Structural, elastic, and electronic properties of deformed carbon nanotubes under uniaxial strain

We report structural, elastic, and electronic properties of selected, deformed, single-wall carbon nanotubes under uniaxial strain. We utilized a generalized gradient approximation potential of density functional theory and the linear combination of atomic orbital formalism. We discuss bond-lengths, tubule radii, and the band gaps as functions of tension and compression strain for carbon nanotubes (10, 0), (8, 4), and (10, 10) which have chiral angles of 0, 19.1, and $30\mathrm{deg}$ relative to the zigzag direction. We also calculated the Young’s modulus and the in-plane stiffness for each of these three nanotubes as representatives of zigzag, chiral, and armchair nanotubes, respectively.
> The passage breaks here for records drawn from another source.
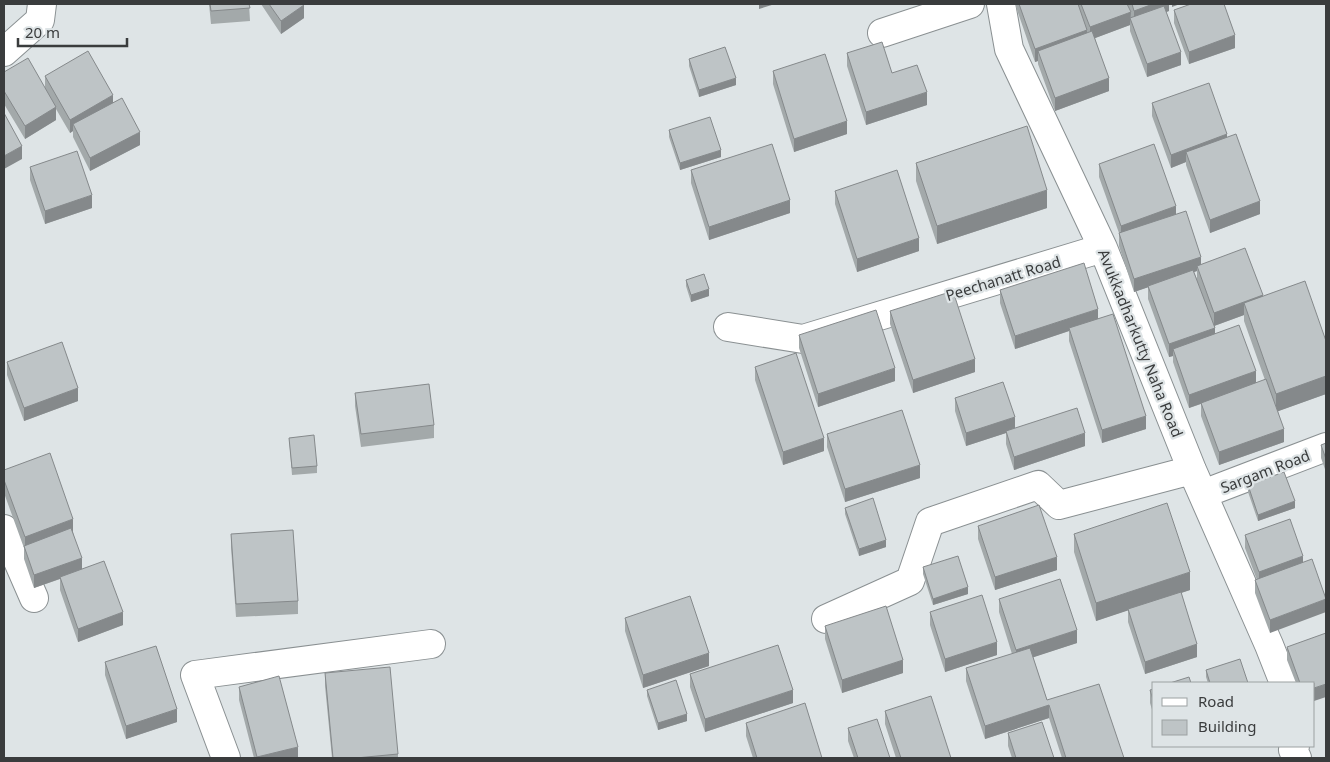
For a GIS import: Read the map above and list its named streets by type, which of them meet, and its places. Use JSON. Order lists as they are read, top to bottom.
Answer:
{
  "streets": {
    "street": ["Peechanatt Road", "Avukkadharkutty Naha Road", "Sargam Road"]
  },
  "crossings": [
    ["Peechanatt Road", "Avukkadharkutty Naha Road"],
    ["Avukkadharkutty Naha Road", "Sargam Road"]
  ],
  "legend": ["Road", "Building"],
  "scale_bar": "20 m"
}
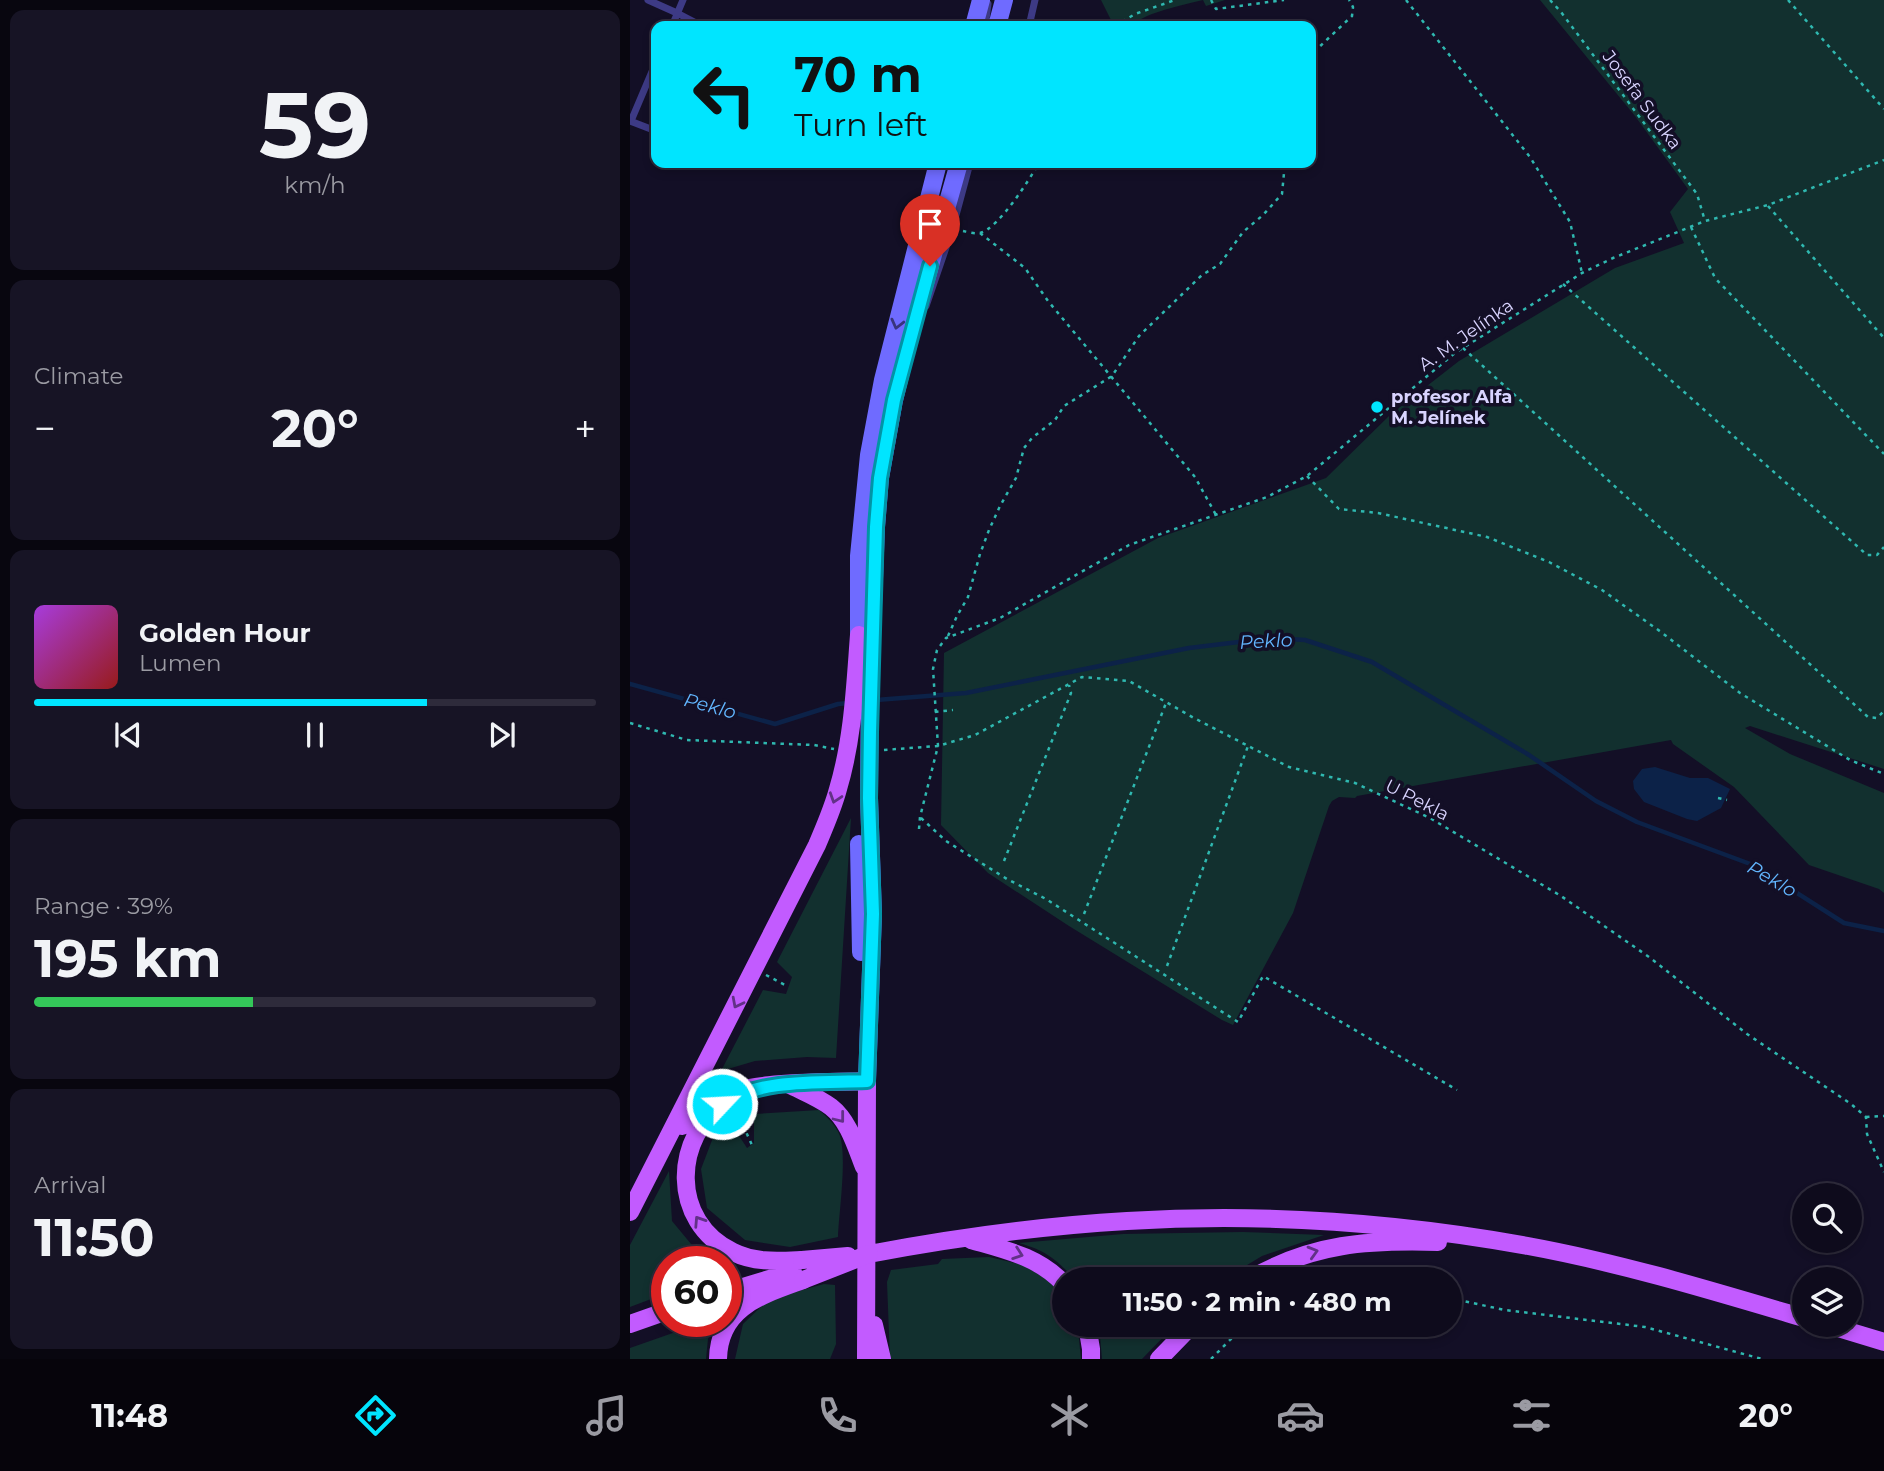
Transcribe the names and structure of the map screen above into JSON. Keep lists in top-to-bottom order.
{
  "streets": {
    "path": ["Josefa Sudka", "A. M. Jelínka", "U Pekla"]
  },
  "crossings": [
    ["Josefa Sudka", "A. M. Jelínka"]
  ],
  "water": ["Peklo"],
  "places": ["profesor Alfa M. Jelínek"],
  "page": {
    "tile": [
      ["59", "km/h"],
      "Climate",
      ["Range · 39%", "195 km"],
      ["Arrival", "11:50"]
    ],
    "turn": ["70 m", "Turn left"],
    "heat": ["−", "20°", "+"],
    "song": ["Golden Hour", "Lumen"],
    "limit": "60",
    "trip": "11:50 · 2 min · 480 m",
    "tabs": ["11:48", "20°"]
  }
}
We found that these carbon nanotubes have unique structural properties consisting of a strong tendency to retain their tubule radii under large tension and compression strains.

Figure 1

Bond lengths and tube radius as functions of compression and tension strain $\epsilon$ for (10,0) nanotube. Each length is scaled to its unstrained length.

Figure 2

Bond lengths and tube radius as functions of tension strain and compression strain $\epsilon$ for (8,4) nanotube. Each length is scaled to its unstrained length.

Figure 3

Band gaps of indicated carbon nanotubes as functions of compression and tensile strain.